Double-Booked Surgeries are still a Problem

If you live in Seattle, you may recall a major news story several years ago regarding Swedish Hospital’s neurosciences department where, among other things, it was alleged that spine surgeries were often “double-booked.” This involves setting two or more surgeries, to be performed by a particular surgeon, so that they overlap. The surgeon then does portions of each surgery, with other parts being handled by others, often surgical fellows or residents. This had been a common practice for years at teaching hospitals, and was defended as part of the system of training doctors. That news story led to major changes at Swedish, including the termination of the neurosurgery chief physician and new rules regarding overlapping or double-booked surgeries. Double-booked surgeries are still a problem, however.

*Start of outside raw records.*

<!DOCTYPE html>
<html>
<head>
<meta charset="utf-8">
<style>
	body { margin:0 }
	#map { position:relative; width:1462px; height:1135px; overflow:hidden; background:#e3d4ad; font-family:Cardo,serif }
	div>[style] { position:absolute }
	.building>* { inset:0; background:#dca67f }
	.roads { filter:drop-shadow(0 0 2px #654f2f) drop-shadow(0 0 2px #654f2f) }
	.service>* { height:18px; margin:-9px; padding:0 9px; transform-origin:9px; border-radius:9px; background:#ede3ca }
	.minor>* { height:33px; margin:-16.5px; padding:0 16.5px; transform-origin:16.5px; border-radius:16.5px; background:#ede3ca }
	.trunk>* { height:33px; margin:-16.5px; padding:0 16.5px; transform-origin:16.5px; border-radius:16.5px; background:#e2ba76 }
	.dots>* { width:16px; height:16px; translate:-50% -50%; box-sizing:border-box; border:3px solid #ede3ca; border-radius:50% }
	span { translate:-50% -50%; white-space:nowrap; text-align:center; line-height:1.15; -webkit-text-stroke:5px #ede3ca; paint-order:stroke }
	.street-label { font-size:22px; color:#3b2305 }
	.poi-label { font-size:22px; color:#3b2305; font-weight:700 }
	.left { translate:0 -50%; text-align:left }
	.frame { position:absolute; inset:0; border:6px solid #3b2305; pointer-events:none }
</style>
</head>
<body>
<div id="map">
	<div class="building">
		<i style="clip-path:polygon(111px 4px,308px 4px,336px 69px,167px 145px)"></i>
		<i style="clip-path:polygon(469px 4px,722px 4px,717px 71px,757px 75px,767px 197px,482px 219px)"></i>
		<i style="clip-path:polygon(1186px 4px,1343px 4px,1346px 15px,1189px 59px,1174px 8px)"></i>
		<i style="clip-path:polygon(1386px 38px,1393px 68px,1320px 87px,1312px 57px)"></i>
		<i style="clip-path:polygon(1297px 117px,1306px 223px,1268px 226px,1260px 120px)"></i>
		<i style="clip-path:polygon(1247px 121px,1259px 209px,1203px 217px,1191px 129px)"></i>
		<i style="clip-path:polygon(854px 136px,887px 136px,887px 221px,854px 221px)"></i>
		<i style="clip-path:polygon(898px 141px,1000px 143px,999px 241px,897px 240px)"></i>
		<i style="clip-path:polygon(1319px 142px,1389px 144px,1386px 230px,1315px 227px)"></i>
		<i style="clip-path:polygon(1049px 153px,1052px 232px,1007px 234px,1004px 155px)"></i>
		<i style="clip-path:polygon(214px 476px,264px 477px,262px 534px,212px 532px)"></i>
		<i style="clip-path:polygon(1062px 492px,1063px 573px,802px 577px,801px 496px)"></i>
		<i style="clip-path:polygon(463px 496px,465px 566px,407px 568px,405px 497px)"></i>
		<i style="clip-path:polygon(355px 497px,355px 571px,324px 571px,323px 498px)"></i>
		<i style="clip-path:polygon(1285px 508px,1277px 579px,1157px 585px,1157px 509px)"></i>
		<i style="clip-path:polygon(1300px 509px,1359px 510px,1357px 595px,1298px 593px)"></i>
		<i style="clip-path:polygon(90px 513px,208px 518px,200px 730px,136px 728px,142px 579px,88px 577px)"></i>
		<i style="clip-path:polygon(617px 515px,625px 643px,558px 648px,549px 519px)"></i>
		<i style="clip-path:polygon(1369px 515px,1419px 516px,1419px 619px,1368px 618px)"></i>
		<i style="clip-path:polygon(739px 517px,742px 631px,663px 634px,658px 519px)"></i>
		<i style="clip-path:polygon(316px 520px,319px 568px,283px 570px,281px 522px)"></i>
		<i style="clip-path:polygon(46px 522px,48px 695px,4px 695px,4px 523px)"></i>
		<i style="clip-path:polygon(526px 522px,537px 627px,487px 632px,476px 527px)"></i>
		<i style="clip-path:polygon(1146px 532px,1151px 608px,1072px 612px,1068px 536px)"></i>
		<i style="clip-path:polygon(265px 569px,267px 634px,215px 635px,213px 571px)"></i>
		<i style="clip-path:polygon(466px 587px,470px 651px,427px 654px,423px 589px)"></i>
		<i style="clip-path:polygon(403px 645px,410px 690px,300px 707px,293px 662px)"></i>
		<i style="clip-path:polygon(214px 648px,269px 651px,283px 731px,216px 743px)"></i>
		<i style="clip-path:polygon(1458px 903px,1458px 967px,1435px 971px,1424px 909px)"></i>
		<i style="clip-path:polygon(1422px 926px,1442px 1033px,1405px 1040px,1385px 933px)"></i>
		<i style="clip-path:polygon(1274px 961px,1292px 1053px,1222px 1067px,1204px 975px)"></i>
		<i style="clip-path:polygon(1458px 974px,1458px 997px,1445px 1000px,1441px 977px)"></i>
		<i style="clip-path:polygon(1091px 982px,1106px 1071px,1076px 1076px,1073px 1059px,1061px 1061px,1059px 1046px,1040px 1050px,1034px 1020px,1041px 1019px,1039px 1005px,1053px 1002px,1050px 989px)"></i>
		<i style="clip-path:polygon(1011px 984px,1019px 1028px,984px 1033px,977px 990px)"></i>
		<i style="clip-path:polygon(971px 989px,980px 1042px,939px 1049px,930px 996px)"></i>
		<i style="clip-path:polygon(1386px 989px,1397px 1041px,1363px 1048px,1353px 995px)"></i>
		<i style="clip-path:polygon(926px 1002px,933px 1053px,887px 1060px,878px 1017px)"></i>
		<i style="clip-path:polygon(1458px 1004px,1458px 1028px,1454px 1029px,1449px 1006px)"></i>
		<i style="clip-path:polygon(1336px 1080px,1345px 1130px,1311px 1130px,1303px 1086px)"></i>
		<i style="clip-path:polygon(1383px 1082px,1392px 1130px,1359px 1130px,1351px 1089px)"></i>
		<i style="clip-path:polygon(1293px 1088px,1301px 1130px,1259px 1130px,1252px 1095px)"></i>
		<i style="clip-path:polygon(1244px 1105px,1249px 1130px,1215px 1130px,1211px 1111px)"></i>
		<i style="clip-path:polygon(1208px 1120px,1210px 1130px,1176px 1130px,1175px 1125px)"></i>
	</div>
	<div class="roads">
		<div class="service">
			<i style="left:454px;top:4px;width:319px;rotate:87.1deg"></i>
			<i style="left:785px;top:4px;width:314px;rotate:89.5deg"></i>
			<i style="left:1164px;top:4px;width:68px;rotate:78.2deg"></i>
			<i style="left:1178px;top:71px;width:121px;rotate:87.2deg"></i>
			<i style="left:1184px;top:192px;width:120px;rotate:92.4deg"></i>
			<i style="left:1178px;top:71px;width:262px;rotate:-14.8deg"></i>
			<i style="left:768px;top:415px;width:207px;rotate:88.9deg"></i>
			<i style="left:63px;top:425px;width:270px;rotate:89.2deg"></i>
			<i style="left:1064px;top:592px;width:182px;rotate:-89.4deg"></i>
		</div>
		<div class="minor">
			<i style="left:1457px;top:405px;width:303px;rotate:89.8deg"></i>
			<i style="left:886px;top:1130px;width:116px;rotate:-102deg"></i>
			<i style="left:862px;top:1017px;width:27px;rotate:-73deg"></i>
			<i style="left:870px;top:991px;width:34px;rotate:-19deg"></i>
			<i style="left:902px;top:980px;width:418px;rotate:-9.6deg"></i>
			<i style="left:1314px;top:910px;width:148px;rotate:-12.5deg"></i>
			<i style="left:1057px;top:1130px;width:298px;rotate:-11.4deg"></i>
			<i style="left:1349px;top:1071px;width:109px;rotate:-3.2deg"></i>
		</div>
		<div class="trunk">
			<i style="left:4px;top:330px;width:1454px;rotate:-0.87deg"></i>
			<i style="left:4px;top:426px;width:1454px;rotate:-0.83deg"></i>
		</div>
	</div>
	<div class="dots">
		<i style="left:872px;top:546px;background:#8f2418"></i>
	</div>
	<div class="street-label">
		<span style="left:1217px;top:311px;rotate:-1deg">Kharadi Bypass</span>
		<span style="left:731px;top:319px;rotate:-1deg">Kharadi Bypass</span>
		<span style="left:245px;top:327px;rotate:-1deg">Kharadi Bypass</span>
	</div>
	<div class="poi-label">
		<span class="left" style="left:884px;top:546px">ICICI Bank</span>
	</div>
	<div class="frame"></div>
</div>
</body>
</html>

A recent lawsuit against Massachusetts General Hospital (MGH), alleging that surgeons at MGH performed overlapping surgeries, resulted in the hospital paying a $14.6 million settlement. The claim was that the double-booking violated Medicare and state Medicaid rules. Besides the money settlement, MGH changed its informed consent policies to emphasize to patients when and how this might occur.

The lawsuit arose from a whistleblower anesthesiologist complaint that it was common to run “concurrent surgeries” where the primary surgeon may participate in two or more surgeries being done concurrently. When that happened, Medicare or Medicaid were often billed for the surgeries as if the primary surgeon performed the total procedures. Since services provided by residents and fellows are seldom billed, this resulted in a financial windfall for the hospital and for the surgeon. 

It isn’t clear how common this procedure is. Hospitals often allow a primary surgeon to leave the operating room, with the assisting doctor closing up a surgical site, so that the surgeon can speak with the patient’s family. But the issue in the Massachusetts case involved major parts of a surgery being performed by someone other than the surgeon that the patient was told would perform, and fraudulently billing the government as if the surgeon was present during the entire procedure.    

Commentators noted that the new rules arising from the government lawsuit would increase transparency, from the patient’s perspective. It was noted that litigation can be a “catalyst to do better,” which was the case here because patients are now more clearly informed about how a surgical procedure will be done.